-- EXTRACTED RECORDS follows --

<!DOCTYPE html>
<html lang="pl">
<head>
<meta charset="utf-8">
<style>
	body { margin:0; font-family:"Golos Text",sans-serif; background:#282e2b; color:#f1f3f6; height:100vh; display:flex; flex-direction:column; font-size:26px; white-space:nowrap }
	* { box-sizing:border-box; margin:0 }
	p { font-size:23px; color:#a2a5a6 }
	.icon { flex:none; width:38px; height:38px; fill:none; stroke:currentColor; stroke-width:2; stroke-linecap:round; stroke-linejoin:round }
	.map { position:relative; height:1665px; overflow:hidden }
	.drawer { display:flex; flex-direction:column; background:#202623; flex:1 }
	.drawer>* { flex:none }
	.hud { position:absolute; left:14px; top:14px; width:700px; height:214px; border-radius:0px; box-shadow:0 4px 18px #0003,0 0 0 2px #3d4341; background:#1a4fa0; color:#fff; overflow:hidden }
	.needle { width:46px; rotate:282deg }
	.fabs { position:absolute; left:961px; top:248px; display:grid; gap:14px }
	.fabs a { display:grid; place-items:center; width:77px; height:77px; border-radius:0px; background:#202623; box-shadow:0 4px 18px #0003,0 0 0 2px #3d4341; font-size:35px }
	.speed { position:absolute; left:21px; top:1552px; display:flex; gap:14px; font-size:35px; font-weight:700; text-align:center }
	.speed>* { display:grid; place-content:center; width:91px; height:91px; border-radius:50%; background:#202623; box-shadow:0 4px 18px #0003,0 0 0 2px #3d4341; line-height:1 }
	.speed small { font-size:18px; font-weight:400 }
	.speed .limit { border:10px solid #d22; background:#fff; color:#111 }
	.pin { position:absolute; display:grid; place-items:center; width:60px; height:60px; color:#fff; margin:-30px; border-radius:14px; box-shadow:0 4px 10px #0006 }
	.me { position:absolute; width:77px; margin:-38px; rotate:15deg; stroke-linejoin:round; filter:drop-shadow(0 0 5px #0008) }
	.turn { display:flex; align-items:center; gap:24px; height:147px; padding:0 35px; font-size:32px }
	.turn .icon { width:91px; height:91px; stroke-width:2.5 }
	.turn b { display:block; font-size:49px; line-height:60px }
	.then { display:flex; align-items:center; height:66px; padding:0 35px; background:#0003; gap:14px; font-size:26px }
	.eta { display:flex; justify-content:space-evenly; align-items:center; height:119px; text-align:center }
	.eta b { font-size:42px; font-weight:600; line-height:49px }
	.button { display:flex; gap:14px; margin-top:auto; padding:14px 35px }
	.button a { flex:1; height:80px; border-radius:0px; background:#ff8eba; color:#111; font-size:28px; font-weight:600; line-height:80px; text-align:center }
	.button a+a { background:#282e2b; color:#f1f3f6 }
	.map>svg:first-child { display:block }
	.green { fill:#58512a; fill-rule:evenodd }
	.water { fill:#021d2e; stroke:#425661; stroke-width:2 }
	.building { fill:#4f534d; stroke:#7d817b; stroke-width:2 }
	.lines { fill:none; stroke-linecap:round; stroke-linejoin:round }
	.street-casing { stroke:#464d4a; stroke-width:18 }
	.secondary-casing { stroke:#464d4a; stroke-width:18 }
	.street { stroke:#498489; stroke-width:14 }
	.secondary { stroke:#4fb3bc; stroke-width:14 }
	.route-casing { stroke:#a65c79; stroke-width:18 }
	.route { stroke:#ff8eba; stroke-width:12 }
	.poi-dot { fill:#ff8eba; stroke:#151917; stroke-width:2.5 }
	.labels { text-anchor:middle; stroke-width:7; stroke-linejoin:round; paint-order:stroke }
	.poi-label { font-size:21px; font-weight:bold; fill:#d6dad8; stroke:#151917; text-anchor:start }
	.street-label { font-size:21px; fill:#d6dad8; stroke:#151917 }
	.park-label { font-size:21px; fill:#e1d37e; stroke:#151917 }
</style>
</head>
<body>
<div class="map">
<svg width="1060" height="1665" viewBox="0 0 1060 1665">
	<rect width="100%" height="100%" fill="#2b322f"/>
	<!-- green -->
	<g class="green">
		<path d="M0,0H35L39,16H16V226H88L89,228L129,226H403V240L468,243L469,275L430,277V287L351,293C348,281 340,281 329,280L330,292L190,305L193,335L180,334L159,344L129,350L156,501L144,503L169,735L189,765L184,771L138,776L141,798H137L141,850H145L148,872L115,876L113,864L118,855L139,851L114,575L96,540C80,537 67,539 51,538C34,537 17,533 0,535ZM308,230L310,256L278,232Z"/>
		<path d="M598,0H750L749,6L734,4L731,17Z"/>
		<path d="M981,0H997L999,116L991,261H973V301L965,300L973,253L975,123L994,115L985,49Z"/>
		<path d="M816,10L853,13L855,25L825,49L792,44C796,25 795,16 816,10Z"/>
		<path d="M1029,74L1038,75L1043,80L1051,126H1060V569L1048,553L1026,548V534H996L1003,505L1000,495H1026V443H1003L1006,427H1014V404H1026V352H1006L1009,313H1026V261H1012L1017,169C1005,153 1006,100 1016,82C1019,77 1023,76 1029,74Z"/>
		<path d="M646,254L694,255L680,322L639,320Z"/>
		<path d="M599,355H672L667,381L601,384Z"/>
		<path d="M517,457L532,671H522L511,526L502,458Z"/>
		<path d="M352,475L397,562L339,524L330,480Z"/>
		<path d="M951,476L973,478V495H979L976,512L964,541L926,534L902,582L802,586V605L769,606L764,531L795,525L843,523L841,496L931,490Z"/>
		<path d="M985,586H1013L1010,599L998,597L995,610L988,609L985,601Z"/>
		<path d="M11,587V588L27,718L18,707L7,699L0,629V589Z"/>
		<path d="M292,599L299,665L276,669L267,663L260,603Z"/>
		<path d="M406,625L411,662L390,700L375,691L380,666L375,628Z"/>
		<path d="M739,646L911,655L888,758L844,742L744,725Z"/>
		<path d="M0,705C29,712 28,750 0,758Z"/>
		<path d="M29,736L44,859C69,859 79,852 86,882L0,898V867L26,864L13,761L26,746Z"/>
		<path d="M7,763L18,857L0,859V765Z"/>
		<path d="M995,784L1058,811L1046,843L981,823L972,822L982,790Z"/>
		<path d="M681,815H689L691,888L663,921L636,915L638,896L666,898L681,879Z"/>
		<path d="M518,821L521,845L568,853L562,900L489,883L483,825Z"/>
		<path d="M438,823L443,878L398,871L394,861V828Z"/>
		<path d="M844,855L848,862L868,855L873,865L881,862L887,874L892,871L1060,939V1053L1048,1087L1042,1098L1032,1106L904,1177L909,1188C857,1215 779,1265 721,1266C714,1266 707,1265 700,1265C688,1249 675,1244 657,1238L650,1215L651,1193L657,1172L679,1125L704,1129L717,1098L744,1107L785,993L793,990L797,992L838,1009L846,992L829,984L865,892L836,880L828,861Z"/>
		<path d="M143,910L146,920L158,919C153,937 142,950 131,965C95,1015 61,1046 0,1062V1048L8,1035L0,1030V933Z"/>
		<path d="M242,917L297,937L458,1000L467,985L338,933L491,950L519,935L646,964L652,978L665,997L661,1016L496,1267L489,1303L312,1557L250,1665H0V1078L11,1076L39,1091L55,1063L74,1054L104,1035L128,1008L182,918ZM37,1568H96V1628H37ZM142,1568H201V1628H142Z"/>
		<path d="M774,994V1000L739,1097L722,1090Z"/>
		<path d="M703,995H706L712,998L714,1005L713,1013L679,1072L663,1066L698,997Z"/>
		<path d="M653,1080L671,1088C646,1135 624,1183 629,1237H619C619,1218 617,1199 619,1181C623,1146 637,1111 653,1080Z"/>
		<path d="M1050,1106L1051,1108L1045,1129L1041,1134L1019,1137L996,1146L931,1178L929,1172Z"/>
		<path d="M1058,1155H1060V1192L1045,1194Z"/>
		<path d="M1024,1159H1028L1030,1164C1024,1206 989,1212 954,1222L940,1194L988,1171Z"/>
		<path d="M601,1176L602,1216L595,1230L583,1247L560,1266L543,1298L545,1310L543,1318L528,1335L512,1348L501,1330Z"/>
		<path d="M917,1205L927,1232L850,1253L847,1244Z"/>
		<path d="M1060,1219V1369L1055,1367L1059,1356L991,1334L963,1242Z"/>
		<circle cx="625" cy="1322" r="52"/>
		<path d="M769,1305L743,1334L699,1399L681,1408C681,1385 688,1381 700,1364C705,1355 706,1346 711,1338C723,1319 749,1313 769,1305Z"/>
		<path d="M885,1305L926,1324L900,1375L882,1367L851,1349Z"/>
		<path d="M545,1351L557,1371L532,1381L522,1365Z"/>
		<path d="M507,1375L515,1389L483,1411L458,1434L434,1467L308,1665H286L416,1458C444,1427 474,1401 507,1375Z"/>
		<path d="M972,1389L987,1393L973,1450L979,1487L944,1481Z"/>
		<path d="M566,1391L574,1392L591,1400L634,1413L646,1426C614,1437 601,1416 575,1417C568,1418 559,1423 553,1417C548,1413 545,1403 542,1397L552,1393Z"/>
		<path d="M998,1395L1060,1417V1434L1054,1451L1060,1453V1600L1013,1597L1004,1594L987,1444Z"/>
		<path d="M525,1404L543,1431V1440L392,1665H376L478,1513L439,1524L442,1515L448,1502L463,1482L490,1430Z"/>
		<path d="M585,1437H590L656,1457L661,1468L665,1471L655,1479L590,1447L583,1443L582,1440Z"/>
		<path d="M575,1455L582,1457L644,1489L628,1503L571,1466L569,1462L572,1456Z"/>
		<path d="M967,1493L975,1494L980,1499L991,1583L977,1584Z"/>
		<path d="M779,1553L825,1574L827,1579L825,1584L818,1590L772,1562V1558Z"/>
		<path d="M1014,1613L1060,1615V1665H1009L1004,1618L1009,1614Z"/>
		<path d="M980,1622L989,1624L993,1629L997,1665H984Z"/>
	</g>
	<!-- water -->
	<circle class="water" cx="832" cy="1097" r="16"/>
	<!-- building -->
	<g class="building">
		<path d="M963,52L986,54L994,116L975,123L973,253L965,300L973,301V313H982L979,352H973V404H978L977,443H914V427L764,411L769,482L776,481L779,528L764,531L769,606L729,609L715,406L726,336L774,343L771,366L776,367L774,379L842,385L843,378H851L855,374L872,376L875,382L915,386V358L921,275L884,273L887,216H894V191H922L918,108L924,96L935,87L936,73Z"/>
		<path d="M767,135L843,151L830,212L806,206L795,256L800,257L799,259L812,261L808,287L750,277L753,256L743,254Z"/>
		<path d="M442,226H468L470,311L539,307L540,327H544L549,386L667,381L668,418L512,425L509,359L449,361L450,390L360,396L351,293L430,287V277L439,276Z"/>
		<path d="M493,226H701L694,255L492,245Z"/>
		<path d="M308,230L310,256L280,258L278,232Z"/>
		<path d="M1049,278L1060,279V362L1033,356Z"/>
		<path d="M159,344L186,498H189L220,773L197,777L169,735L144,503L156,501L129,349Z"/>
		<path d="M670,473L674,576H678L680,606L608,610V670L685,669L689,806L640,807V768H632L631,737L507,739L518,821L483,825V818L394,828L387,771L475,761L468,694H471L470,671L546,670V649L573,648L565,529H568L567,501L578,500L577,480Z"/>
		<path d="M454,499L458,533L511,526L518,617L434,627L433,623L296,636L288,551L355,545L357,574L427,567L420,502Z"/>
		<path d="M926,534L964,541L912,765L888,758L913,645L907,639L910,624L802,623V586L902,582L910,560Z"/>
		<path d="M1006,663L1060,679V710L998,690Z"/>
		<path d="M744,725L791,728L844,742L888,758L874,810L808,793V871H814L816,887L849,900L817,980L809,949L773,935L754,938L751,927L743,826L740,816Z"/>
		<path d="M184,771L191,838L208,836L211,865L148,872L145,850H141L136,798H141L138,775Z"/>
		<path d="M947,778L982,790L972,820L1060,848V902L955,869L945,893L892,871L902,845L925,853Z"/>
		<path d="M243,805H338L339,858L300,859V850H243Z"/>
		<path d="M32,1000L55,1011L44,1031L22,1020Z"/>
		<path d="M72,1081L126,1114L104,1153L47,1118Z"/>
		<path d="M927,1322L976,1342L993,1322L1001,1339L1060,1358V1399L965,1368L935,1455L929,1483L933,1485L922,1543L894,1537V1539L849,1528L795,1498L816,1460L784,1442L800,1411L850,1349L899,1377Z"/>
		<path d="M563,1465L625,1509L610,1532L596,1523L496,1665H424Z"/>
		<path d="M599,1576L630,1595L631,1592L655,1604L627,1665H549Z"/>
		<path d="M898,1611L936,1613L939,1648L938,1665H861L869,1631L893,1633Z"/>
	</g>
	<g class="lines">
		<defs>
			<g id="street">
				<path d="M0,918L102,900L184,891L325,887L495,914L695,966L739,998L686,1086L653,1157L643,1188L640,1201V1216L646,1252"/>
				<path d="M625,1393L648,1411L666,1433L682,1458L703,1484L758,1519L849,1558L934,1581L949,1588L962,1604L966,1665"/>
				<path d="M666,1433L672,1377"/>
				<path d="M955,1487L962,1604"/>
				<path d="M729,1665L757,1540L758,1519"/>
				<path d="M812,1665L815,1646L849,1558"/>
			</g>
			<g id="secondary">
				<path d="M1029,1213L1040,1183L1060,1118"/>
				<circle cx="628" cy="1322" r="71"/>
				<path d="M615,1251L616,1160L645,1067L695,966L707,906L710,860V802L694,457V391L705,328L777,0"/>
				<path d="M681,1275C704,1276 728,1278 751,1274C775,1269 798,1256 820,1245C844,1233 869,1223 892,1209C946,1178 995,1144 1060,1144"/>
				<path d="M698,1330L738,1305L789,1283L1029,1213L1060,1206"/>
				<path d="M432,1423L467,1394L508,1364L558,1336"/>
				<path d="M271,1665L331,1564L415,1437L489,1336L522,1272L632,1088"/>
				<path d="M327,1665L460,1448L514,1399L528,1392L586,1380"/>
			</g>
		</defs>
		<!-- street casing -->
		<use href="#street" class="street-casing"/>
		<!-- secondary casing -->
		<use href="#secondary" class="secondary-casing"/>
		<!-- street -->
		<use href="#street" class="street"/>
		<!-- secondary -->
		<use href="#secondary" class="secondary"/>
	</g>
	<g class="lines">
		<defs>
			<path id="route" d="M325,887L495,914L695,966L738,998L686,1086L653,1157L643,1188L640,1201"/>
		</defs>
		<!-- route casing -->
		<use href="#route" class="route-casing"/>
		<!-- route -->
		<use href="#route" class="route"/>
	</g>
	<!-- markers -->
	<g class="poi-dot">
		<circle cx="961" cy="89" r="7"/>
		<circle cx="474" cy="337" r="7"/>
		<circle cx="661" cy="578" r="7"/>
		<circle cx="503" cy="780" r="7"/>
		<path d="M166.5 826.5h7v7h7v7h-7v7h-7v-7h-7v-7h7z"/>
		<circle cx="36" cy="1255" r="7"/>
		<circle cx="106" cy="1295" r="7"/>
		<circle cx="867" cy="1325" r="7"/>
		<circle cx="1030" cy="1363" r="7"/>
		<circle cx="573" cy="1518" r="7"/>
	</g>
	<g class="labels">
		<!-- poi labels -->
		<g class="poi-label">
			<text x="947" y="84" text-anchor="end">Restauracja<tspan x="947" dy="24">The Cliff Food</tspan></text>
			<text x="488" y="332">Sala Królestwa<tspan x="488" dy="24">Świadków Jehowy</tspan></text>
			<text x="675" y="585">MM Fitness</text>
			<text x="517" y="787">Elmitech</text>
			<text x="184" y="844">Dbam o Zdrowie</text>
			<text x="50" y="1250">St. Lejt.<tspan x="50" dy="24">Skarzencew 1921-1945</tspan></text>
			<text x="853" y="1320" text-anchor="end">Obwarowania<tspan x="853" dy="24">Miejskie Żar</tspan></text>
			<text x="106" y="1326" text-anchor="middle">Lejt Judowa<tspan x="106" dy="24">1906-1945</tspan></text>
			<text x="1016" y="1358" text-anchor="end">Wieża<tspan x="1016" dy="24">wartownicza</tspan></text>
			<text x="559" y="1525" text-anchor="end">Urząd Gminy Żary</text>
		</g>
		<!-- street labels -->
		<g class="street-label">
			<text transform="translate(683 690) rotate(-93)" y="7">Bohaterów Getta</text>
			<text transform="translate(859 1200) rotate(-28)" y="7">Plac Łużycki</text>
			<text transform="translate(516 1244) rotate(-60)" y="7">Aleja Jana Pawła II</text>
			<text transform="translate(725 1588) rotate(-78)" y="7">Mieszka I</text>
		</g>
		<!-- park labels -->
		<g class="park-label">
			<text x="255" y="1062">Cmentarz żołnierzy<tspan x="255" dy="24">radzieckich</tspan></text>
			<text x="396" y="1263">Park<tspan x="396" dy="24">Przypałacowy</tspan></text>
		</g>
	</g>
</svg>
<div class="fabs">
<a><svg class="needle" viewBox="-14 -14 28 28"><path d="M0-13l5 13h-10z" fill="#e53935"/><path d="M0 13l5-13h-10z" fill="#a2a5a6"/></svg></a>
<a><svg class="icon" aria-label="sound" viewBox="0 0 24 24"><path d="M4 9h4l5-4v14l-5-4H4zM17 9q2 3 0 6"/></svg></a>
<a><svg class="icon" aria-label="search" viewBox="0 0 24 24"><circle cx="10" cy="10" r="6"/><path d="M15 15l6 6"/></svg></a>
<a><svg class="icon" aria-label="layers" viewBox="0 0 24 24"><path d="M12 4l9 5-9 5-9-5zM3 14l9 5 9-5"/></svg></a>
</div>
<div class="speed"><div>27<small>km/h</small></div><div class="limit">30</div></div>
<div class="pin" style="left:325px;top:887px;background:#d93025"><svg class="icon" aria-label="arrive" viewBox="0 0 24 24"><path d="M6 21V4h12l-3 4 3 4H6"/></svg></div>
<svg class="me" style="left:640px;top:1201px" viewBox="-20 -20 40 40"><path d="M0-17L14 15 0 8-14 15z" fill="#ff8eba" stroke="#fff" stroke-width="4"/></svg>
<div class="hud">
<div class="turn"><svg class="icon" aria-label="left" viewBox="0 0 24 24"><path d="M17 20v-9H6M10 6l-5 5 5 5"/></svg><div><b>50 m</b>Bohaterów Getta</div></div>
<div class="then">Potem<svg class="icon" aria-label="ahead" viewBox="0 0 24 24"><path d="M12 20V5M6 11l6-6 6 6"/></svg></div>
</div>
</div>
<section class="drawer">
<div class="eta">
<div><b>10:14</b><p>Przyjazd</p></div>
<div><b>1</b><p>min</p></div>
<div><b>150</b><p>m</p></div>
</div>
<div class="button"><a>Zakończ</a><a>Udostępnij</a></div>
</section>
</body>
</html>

-- EXTRACTED RECORDS concluded --

> **YOUR OBJECTIVE**: Go through the material above and output exactly the lines from the one containing "flex:none; width:38px; height:38px;" through the one containing "border:10px solid #d22;".

> **ANSWER TO THE PROBLEM**:
	.icon { flex:none; width:38px; height:38px; fill:none; stroke:currentColor; stroke-width:2; stroke-linecap:round; stroke-linejoin:round }
	.map { position:relative; height:1665px; overflow:hidden }
	.drawer { display:flex; flex-direction:column; background:#202623; flex:1 }
	.drawer>* { flex:none }
	.hud { position:absolute; left:14px; top:14px; width:700px; height:214px; border-radius:0px; box-shadow:0 4px 18px #0003,0 0 0 2px #3d4341; background:#1a4fa0; color:#fff; overflow:hidden }
	.needle { width:46px; rotate:282deg }
	.fabs { position:absolute; left:961px; top:248px; display:grid; gap:14px }
	.fabs a { display:grid; place-items:center; width:77px; height:77px; border-radius:0px; background:#202623; box-shadow:0 4px 18px #0003,0 0 0 2px #3d4341; font-size:35px }
	.speed { position:absolute; left:21px; top:1552px; display:flex; gap:14px; font-size:35px; font-weight:700; text-align:center }
	.speed>* { display:grid; place-content:center; width:91px; height:91px; border-radius:50%; background:#202623; box-shadow:0 4px 18px #0003,0 0 0 2px #3d4341; line-height:1 }
	.speed small { font-size:18px; font-weight:400 }
	.speed .limit { border:10px solid #d22; background:#fff; color:#111 }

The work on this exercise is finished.